The incorporation of multiple dynamic networks into established NBDA techniques is a development with potential applications for the study of rapid information flow in any social group, and we intend to publish our approach as an open-source software package and associated journal article in the second half of the project. We will also publish our empirical proof-of-principle data as a separate stand-alone outcome. Moving forward, we can now apply our protocol to the true focus of the project, to establish the ecological circumstances under which the dance drives bees to food, which will be accomplished through food distribution manipulations over the current and the coming field seasons. We are focussing upon the distance to and the distribution of food sources, testing longstanding theory that distant, emphemeral, clumped resources are critical to the evolution of recruitment communication.

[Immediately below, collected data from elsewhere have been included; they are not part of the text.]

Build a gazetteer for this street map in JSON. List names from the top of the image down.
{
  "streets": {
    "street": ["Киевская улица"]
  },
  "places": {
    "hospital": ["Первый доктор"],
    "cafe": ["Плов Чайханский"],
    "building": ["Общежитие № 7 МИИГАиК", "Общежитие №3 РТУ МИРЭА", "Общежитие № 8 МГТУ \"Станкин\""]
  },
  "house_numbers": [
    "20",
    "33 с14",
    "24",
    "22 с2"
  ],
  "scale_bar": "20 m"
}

We have introduced next-generation transcriptomic approaches to the study of animal social learning- a psychology-based subject area that rarely overlaps with molecular biology. In the coming two field seasons, following bioinformatics analysis that is already in progress, we will characterise the genes that are up- or downregulated when bees learn socially about forage locations. We also plan to manipulate these genes using RNAi techniques that we are currently piloting. By the end of the project, we expect to have a) characterised the genes that are involved in learning about distance to forage sources, through both correlative and manipulative experiments b) established whether the brief signal exposure characterised by dance exposure has consequences at the transcriptomic level, in addition to the known behavioural consequences.